#### Collected data ####

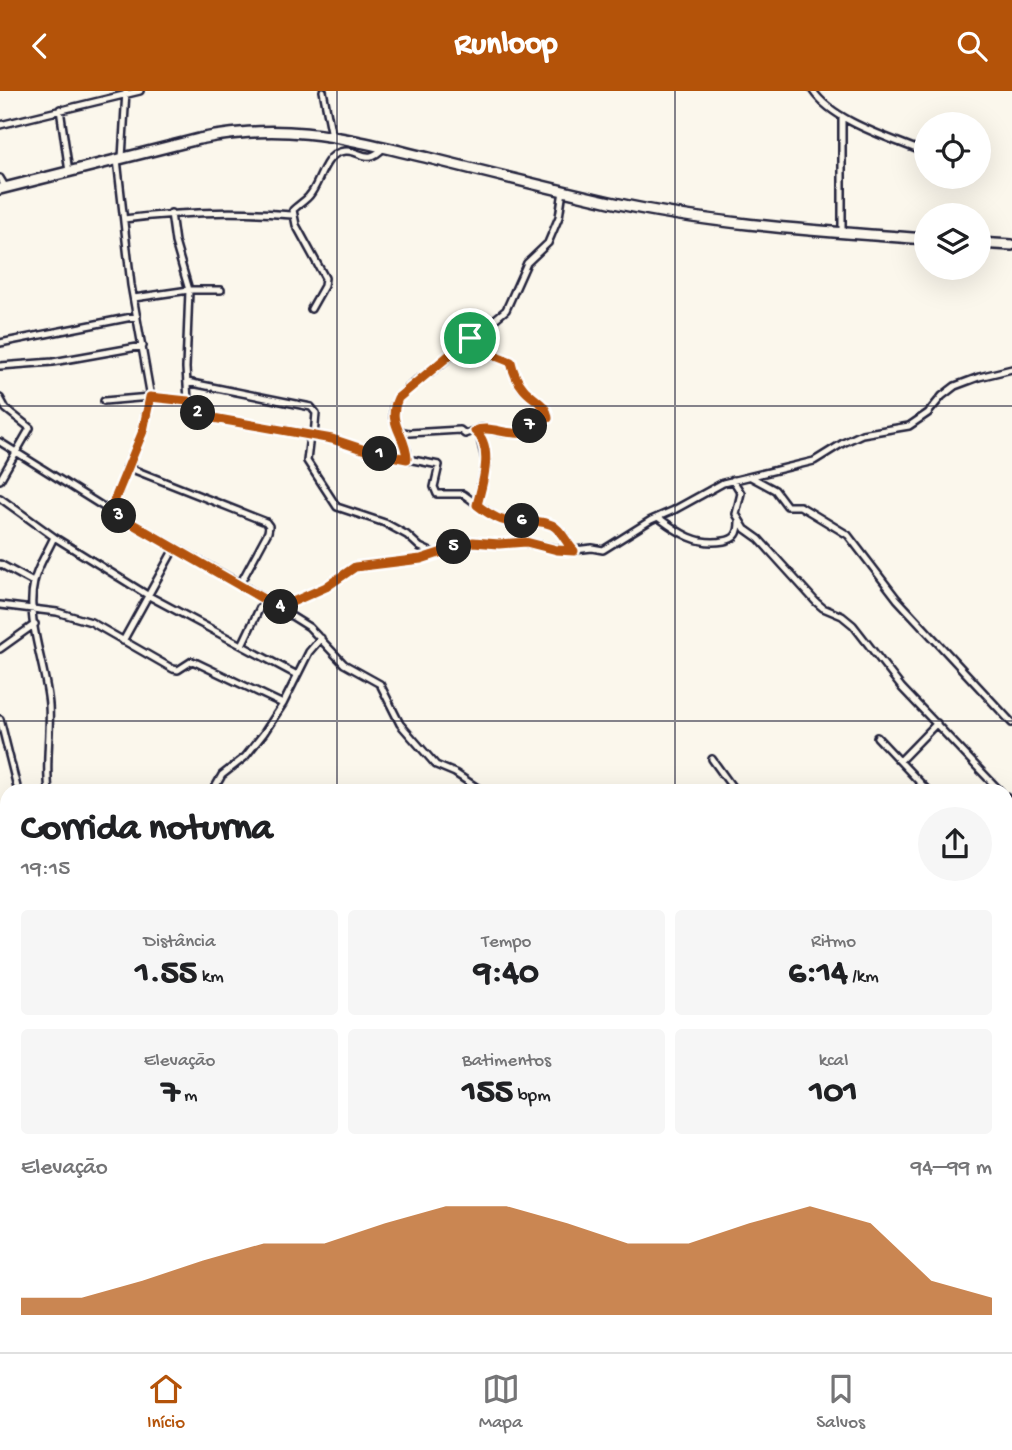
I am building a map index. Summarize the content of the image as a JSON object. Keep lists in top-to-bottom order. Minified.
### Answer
{"page":{"header":"Runloop","pins":["2","7","1","3","6","5","4"],"heading":["Corrida noturna","19:15"],"stats":[["Distância","1.55 km"],["Tempo","9:40"],["Ritmo","6:14 /km"],["Elevação","7 m"],["Batimentos","155 bpm"],["kcal","101"]],"chart":["Elevação","94–99 m"],"tabs":["Início","Mapa","Salvos"]}}
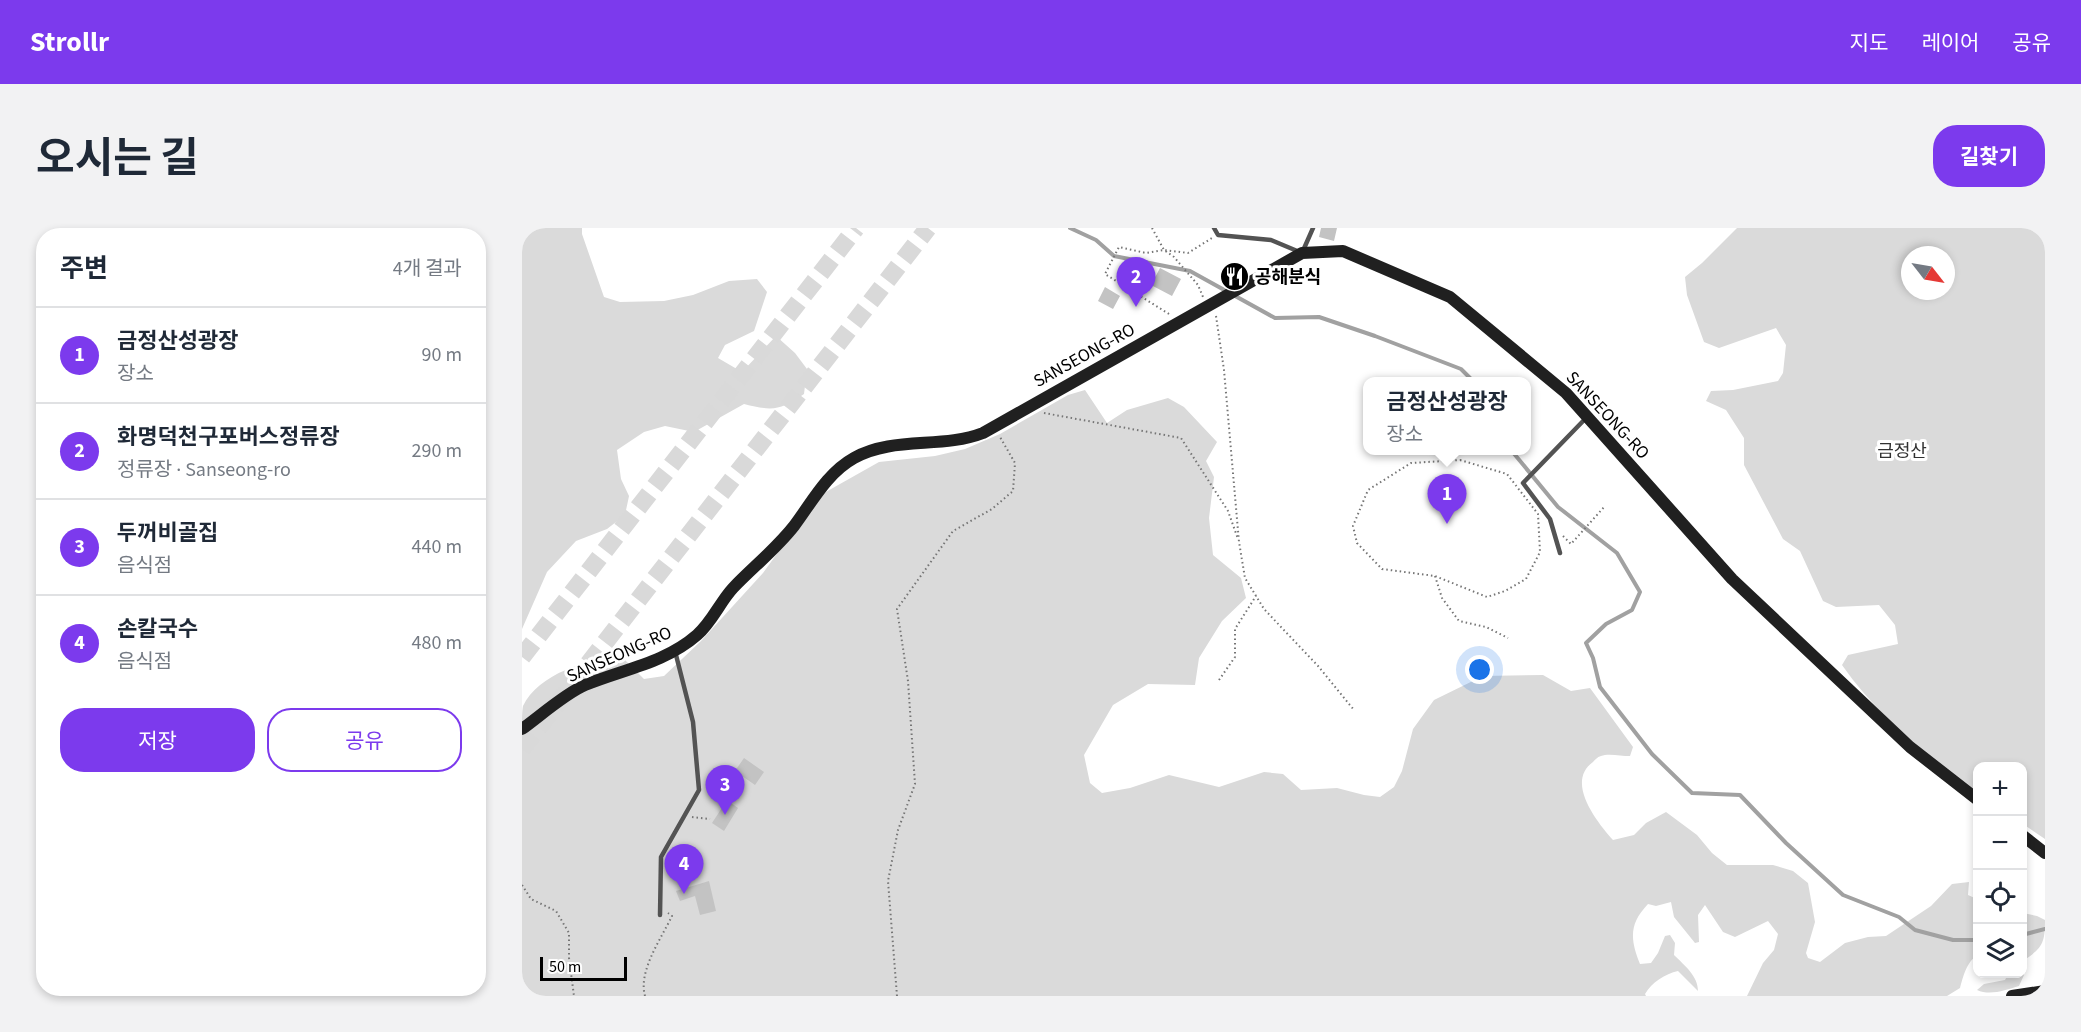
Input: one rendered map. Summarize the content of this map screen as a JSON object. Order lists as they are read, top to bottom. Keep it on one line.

####

An exact reproduction of the material above is needed, without its pictures.

I am building a map index. Summarize the content of the image as a JSON object. Keep lists in top-to-bottom order. Minified.
### Answer
{"page":{"header":"Runloop","pins":["2","7","1","3","6","5","4"],"heading":["Corrida noturna","19:15"],"stats":[["Distância","1.55 km"],["Tempo","9:40"],["Ritmo","6:14 /km"],["Elevação","7 m"],["Batimentos","155 bpm"],["kcal","101"]],"chart":["Elevação","94–99 m"],"tabs":["Início","Mapa","Salvos"]}}
Input: one rendered map. Summarize the content of this map screen as a JSON object. Order lists as they are read, top to bottom. Keep it on one line.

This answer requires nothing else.